Vascular Specialist

Imaging System Tested For Visualizing Stents

Hank Russell

NEW YORK -- A multislice CT scanner with echocardiogram triggering designed to give surgeons real-time images of the abdominal aorta and the iliac arteries is being tested, according to Dr. Frans L. Moll in a presentation at the Veith symposium on vascular medicine sponsored by Montefiore Medical Center.

"For the first time, we're able to visualize the stent graft in the aorta after [it is] placed there and, after excluding the aneurysm sac," we can see how the stent "influences the elasticity, the natural movement, or physiology, of the aortic environment," said Dr. Moll of the University Medical Center Utrecht, the Netherlands.

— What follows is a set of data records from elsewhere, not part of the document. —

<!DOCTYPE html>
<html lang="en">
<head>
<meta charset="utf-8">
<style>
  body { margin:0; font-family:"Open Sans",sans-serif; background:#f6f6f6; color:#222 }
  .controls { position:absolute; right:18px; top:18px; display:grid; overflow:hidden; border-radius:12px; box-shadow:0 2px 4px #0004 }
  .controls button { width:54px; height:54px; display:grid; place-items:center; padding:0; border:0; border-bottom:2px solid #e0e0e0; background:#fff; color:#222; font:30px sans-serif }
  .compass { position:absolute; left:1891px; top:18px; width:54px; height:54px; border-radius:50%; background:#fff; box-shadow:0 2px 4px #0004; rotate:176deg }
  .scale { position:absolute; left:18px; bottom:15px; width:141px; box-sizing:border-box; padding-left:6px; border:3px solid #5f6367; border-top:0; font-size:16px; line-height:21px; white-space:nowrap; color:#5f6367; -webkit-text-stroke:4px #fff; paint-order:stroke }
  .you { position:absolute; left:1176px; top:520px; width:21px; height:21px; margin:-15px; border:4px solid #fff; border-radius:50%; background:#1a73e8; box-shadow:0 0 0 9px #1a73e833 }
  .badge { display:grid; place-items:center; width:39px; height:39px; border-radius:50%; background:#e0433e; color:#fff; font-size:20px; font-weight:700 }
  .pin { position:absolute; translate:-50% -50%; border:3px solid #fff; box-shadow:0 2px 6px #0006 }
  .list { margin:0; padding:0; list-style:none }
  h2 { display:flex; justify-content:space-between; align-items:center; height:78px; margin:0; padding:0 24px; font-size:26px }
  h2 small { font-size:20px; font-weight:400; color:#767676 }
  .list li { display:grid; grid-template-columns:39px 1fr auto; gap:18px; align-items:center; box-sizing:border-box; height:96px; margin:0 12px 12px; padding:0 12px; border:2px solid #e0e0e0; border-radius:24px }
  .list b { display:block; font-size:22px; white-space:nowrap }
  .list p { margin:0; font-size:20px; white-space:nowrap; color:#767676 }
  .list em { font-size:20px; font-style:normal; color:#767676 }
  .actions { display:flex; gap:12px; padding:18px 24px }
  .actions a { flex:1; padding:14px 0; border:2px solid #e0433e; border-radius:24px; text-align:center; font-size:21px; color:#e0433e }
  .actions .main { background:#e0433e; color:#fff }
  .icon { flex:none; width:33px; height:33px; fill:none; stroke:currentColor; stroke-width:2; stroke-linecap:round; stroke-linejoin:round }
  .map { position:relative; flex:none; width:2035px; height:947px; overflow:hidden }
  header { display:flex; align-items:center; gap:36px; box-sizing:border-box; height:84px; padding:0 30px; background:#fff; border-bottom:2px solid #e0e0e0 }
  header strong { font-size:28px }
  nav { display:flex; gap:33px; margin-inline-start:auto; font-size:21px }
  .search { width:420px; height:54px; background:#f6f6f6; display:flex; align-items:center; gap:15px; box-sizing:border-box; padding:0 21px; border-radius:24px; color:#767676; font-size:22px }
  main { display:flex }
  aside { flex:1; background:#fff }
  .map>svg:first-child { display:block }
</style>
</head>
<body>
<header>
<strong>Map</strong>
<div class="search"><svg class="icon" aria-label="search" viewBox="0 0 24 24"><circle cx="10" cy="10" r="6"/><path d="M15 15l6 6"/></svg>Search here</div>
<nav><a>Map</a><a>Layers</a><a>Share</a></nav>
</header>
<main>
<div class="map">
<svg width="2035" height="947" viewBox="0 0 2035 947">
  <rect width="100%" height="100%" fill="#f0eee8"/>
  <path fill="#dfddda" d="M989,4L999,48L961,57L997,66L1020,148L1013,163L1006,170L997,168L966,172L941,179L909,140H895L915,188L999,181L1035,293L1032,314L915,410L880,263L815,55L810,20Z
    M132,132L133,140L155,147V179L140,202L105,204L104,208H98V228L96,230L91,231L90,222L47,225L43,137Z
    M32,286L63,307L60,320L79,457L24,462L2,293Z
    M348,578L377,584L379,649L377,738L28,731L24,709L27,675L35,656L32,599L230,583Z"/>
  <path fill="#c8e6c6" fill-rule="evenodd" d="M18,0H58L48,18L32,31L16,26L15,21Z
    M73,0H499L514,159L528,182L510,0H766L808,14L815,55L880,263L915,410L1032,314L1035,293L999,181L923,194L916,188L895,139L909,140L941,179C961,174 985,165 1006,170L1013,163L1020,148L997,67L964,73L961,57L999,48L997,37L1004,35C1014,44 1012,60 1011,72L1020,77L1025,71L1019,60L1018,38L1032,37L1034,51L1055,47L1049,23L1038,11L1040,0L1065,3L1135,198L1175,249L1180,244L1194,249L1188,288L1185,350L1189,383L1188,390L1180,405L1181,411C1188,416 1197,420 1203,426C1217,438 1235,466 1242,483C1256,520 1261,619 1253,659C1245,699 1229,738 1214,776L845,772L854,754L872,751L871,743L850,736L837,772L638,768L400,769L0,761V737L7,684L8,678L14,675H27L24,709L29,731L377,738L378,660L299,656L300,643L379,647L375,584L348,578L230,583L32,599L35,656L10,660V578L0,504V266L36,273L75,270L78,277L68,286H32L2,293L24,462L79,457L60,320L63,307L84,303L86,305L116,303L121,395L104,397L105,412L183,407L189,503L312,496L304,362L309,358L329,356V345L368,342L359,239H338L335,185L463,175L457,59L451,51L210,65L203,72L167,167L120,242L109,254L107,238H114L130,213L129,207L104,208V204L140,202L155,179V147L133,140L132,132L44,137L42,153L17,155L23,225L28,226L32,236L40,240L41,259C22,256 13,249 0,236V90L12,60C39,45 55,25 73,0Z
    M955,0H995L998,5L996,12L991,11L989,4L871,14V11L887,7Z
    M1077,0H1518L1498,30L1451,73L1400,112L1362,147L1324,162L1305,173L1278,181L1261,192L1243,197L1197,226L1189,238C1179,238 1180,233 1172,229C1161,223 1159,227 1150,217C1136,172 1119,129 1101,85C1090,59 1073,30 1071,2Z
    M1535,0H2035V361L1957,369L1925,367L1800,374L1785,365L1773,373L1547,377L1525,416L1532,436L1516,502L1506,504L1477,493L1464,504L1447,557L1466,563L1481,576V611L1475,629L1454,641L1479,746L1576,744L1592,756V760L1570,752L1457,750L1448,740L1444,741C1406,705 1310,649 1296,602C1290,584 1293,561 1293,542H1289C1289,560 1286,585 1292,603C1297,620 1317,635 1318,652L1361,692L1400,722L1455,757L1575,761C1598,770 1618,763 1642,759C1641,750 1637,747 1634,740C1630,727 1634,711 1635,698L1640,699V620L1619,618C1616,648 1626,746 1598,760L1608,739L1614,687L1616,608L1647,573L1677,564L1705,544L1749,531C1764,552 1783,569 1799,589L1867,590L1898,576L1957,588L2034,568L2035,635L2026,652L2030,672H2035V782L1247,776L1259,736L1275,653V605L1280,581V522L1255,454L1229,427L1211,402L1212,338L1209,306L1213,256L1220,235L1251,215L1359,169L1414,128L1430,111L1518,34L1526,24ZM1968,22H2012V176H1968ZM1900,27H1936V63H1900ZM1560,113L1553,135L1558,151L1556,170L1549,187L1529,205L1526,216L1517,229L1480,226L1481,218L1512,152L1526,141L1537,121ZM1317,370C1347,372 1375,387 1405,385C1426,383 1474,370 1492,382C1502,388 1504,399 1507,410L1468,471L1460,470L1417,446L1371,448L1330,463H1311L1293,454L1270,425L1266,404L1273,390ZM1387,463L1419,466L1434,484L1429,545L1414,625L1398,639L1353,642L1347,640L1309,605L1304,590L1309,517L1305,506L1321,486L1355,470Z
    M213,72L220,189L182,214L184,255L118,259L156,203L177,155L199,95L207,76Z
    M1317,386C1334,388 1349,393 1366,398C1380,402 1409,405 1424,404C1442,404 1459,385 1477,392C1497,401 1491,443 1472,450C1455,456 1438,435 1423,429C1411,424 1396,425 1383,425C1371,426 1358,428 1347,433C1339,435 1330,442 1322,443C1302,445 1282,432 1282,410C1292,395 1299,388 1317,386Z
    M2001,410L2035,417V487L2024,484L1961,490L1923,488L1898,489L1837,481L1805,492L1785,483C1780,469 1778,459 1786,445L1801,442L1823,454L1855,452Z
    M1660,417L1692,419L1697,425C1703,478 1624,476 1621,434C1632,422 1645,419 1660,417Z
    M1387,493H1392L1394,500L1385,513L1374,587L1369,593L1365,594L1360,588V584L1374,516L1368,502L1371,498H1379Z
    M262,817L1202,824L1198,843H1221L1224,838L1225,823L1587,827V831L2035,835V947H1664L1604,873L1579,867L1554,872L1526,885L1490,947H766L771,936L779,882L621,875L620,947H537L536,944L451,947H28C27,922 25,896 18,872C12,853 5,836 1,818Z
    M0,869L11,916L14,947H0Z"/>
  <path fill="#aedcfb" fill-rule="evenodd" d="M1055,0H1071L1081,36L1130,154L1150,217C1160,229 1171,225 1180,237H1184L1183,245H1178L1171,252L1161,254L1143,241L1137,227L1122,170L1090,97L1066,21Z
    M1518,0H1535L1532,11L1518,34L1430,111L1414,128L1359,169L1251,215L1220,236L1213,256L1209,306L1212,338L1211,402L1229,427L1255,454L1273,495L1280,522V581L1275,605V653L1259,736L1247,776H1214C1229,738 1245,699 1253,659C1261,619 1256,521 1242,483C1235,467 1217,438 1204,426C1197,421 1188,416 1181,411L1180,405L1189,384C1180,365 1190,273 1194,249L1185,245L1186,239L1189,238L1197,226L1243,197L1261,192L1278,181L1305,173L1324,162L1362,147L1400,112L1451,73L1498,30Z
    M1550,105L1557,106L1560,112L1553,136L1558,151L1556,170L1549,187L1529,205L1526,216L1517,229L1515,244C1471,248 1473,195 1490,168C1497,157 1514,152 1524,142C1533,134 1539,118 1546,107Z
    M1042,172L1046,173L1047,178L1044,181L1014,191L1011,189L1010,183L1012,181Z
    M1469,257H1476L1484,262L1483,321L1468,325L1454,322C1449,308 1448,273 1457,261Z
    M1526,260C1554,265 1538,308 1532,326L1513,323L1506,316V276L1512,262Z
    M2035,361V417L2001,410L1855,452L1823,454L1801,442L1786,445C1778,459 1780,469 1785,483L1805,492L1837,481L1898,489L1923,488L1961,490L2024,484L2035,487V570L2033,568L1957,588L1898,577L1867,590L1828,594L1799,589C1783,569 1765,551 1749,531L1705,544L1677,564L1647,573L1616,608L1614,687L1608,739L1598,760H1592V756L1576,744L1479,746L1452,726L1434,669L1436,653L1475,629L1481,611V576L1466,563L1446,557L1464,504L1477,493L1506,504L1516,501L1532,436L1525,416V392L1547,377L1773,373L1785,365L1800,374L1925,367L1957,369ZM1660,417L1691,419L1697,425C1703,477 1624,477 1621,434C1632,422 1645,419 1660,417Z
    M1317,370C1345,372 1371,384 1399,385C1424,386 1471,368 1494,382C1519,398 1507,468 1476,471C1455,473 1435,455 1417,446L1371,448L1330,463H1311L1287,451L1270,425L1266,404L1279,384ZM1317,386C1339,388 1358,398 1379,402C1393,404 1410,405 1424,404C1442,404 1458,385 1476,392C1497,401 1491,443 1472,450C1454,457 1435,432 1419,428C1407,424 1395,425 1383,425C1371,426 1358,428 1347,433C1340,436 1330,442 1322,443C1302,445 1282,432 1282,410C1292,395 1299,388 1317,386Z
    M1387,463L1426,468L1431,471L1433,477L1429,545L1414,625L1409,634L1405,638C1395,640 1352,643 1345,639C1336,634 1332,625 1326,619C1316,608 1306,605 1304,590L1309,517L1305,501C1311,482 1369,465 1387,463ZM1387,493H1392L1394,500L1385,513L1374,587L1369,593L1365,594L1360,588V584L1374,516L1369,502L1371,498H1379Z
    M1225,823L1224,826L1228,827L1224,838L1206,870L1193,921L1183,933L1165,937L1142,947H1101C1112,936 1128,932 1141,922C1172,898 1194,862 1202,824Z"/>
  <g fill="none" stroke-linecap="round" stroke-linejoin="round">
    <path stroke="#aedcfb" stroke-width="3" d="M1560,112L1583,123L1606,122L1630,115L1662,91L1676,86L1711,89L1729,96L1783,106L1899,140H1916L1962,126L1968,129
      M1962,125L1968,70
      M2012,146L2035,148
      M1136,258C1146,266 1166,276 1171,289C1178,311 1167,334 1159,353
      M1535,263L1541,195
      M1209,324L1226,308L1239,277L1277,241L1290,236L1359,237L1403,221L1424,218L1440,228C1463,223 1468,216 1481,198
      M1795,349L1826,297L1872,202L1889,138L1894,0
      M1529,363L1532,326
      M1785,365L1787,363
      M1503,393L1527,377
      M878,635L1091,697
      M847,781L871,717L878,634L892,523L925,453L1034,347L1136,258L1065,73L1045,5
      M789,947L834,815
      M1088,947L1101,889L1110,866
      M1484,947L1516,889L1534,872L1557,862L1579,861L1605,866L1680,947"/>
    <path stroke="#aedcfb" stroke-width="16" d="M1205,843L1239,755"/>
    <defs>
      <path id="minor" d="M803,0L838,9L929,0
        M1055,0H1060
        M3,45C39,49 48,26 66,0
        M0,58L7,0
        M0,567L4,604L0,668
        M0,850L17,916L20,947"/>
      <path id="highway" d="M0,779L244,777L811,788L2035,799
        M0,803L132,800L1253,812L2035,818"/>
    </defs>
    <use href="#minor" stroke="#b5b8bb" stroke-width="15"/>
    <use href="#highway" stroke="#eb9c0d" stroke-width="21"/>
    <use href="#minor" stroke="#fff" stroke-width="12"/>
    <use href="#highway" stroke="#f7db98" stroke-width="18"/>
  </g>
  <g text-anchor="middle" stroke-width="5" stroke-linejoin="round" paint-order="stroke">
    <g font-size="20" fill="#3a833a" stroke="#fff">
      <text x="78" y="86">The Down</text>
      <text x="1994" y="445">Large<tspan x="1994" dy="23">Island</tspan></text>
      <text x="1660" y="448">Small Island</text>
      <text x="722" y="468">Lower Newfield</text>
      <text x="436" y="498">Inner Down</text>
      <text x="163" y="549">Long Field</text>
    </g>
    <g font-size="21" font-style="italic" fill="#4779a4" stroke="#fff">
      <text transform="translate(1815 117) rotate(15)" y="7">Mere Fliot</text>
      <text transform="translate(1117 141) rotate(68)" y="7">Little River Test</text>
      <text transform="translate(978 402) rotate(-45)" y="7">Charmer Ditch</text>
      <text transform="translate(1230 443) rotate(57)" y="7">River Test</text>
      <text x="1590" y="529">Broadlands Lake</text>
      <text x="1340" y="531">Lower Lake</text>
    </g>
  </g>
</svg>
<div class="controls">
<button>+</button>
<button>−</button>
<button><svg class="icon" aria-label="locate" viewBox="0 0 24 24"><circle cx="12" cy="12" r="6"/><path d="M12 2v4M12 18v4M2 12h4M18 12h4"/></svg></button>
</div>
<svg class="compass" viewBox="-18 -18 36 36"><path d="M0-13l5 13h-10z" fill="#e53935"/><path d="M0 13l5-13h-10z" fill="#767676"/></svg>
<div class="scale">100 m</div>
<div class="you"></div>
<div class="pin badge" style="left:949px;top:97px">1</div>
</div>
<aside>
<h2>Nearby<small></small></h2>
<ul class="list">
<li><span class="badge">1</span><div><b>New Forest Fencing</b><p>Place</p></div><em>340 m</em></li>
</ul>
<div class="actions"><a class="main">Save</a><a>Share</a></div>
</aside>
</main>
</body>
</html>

Eight gated data sets, covering the heart cycle with 12.5% steps, were reconstructed. The abdominal aorta and iliac arteries were acquired in 14-33 seconds (mean time 21 seconds). Image quality was rated good or excellent in all patients. Diameter variation during the cardiac cycle of the infrarenal neck of the aneurysm was seen to almost completely disappear after stent placement, although stent movement varied from 0 mm to 3 mm per cardiac cycle.

"It's getting eight data sets per heart cycle; that's great. So you have video with the catheters in your body, you're lying on a bed going through a tunnel, and you get the images in 21 seconds," Dr. Moll said.

The device has been under development for more than a year by the University Medical Center Utrecht in conjunction with Philips Medical Systems Research.

Patients who underwent endovascular aneurysm repair received a breath-hold scan with a standard radiation dose of 17.5-21 mGy, 1.25-mm collimation, and a pitch of 0.2-0.3. Scan duration was recorded.